Input data START
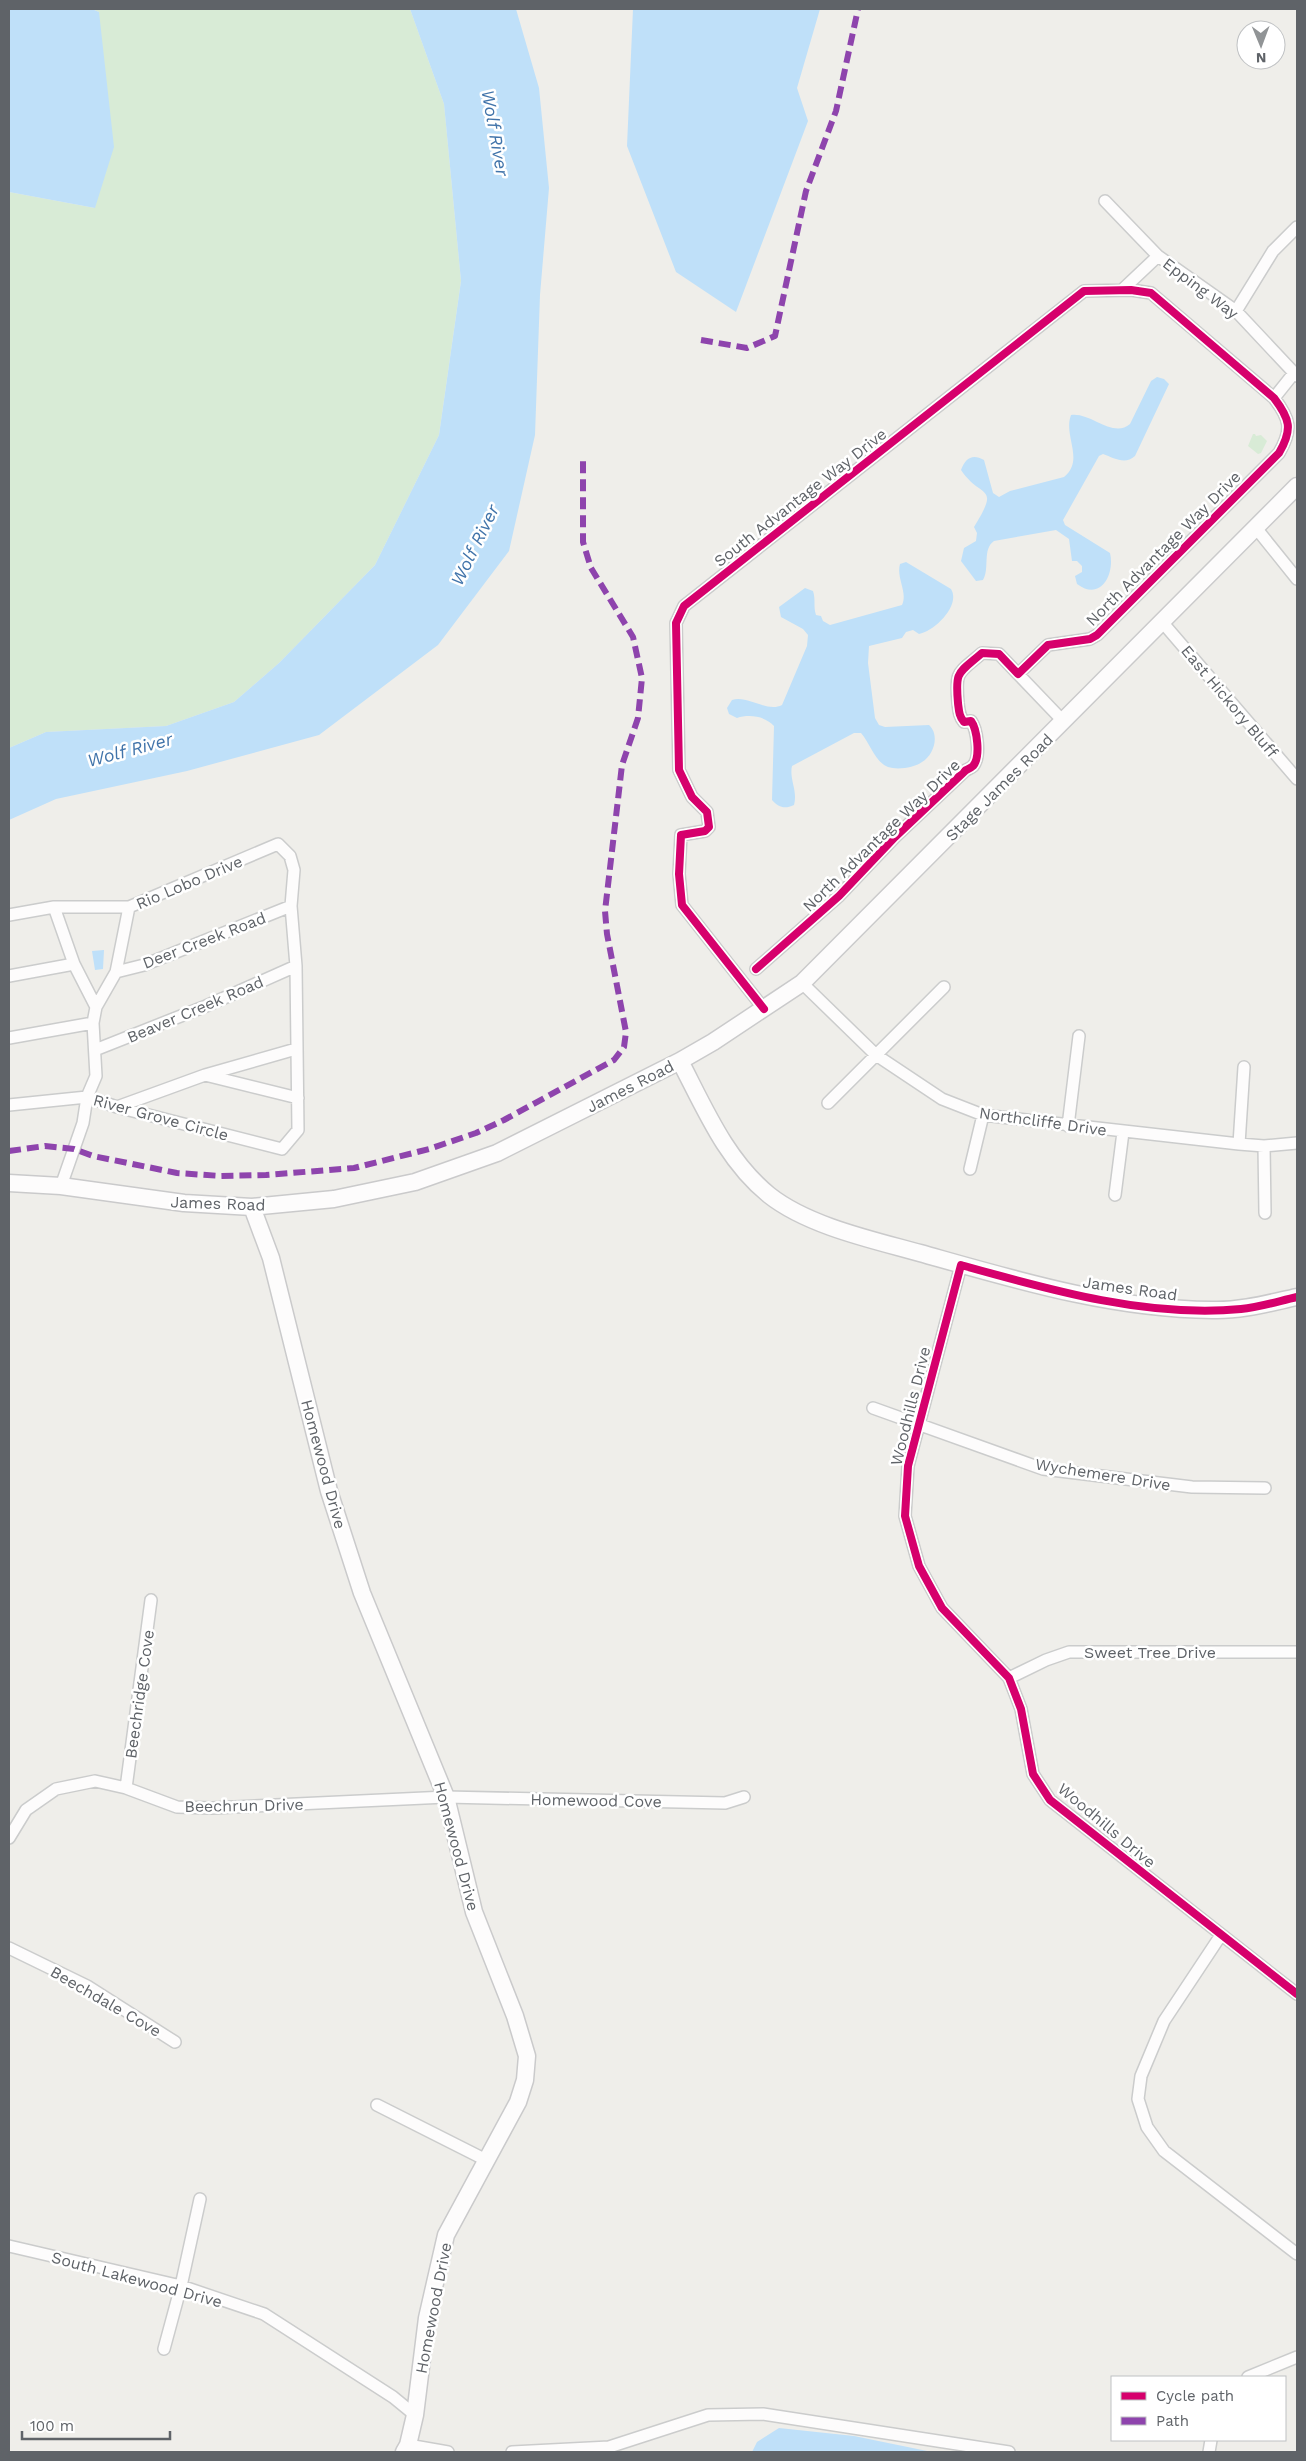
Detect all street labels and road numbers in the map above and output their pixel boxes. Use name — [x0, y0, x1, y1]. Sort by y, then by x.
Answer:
Input data END
Input data START
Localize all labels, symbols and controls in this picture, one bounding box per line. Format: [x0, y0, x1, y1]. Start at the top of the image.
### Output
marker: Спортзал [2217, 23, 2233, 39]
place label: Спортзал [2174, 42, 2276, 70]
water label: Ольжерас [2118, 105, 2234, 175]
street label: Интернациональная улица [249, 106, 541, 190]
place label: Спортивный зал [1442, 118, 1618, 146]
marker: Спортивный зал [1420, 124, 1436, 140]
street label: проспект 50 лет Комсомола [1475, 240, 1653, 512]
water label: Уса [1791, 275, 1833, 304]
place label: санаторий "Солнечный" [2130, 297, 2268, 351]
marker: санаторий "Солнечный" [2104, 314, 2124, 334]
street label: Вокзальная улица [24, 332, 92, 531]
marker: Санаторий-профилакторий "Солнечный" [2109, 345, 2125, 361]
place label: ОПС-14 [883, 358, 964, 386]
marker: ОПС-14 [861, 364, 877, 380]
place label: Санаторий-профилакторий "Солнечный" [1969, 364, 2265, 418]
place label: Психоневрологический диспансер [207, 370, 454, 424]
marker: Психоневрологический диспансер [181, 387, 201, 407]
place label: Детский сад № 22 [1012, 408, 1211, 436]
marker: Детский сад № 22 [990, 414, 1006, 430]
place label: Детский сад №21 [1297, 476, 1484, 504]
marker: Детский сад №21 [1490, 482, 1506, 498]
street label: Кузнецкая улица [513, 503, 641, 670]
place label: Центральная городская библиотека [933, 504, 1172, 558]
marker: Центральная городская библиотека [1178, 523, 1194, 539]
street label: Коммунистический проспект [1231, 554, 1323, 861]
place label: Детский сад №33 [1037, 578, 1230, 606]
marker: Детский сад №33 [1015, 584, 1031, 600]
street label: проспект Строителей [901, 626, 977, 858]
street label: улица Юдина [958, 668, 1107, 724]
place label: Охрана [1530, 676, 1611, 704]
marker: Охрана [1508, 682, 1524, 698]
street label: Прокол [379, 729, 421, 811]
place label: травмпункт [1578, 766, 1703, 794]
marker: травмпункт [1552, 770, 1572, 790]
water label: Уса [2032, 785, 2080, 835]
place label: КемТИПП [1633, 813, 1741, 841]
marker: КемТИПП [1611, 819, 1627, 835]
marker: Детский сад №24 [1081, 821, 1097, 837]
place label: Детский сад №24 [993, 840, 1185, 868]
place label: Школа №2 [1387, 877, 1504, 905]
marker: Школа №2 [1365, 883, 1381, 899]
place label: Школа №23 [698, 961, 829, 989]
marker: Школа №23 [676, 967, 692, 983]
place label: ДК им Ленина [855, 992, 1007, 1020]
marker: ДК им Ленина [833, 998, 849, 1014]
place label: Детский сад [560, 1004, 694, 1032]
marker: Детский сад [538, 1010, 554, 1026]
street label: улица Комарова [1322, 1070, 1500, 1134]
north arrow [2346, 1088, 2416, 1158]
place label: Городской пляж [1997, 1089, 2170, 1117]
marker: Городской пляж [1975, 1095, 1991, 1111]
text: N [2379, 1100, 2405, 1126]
Input data END
Exercise objective: For the string "labels", give the number of lines in the data that contain it, and only that number.

Result of the task: 2